PRESIDENT'S PERSPECTIVE

Influencing the Lives of Others

By Michael J. Graham, S.J.

 

This issue of Xavier magazine features a think piece on influential teachers, and, true to its intent, it got me to thinking. As a young boy, I know I flirted with a number of different career paths and possibilities. I discovered the surface of the moon through the lens of a telescope I received for Christmas one year and wanted to be an astronomer. I killed time in elementary school by staring out the window and drawing imaginative reinterpretations of houses across the street and wanted to be an architect. I discovered Ancient Egypt and dinosaur bones through books and wanted to be an archeologist.

By the time I was 9 or 10 years old, I knew that I wanted to be a teacher. I don’t know where or why or how it happened. I just knew I wanted to be one. What I wanted to teach changed from year to year, depending upon who my favorite teacher was. I had a great math teacher in eighth grade, and so in the eighth grade I wanted to be a math teacher. The next year, it was science. But then, as a high school junior, I met a social studies teacher named Jack Pilling (still a good friend), and over the next two years, it was social studies. I went on to college intending to be a social studies teacher like Jack Pilling. In college, I was influenced by a social psychology teacher, reset my sights for graduate school, and went to graduate school intending to become a social psychology professor like my college advisor.

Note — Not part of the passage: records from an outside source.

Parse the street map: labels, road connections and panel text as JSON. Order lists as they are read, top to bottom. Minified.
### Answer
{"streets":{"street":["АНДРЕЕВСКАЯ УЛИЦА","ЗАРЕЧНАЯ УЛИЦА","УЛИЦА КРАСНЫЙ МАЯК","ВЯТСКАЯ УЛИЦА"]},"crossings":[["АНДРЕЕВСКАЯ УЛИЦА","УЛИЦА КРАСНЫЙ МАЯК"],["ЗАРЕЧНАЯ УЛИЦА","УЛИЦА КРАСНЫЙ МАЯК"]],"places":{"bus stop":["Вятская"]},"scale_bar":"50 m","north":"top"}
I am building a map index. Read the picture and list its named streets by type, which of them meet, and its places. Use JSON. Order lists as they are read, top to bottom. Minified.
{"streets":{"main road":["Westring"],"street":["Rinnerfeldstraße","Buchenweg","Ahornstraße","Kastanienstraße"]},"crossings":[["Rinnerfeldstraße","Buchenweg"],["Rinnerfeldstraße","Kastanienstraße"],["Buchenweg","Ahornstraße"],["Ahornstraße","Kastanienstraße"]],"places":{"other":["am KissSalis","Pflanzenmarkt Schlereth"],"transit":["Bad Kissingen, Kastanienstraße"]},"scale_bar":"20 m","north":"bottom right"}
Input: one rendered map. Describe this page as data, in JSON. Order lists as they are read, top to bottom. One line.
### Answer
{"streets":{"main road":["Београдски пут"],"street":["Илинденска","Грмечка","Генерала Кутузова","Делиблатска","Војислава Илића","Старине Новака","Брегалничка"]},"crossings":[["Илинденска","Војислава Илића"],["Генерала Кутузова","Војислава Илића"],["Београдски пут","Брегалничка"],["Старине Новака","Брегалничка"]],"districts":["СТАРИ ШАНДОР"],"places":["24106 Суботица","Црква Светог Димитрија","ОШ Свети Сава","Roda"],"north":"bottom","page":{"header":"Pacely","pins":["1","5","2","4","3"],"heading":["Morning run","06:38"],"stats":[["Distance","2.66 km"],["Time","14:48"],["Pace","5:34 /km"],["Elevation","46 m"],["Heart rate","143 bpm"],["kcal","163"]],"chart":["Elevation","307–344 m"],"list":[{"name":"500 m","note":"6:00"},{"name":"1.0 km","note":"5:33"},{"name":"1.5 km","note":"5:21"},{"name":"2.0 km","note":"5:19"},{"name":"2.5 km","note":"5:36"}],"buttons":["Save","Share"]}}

But the search was not yet done, and while in graduate school, and through friends in the American Studies Program at the University of Michigan, I came under the spell of professor John O. King, whose passion for his students was exceeded only by his passion for American intellectual history. Or maybe it was the other way around. I remember John trembling with excitement at the front of a classroom, weaving ideas in the air with his hands, his cadence rising and falling like that of a seasoned preacher. I never use the word “terribly” as an adverb—as in terribly exciting, terribly interesting, terribly influential—but that I hear his voice in my own. He shredded our papers mercilessly. “At last!” he once wrote in large red letters in the margin of a paper, long about page 16 or so, “A thesis!” I still wince at the thought. But out of class, John brought all his prodigious energy to bear on us. He tapped me enough off the course I was on to get me onto the course that has led me to where I am today. He listened to me intently as I thought out loud in his office about whether or not I should become a Jesuit. One day, as we were talking about scheduling my preliminary exams for the Ph.D., he said something like, “Well, Mike, I think you should strike while the iron is hot and enter the Jesuits this year. Let’s just get prelims out of the way so you can.” And I did.

The teachers who have touched my life are important reminders of a larger truth: A powerful providence is at work behind the scenes in our lives. We can regard the people with whom our lives intersect as there by simple chance. Or we might view them instead as gifts to us from whom we have something good to learn.

To look at life in this way—not as one thing after another after another, but as the steady unfolding of something profound and mysterious and good—means that we can see ourselves as sent into the lives of others as well, and sent for purposes not of our making. It invites us always to open our lives to the possibility that what we say and what we do might just make a difference, and perhaps a crucial difference, in someone else’s life. And that is a terribly important truth, and a terribly good one for you and me to try to live up to.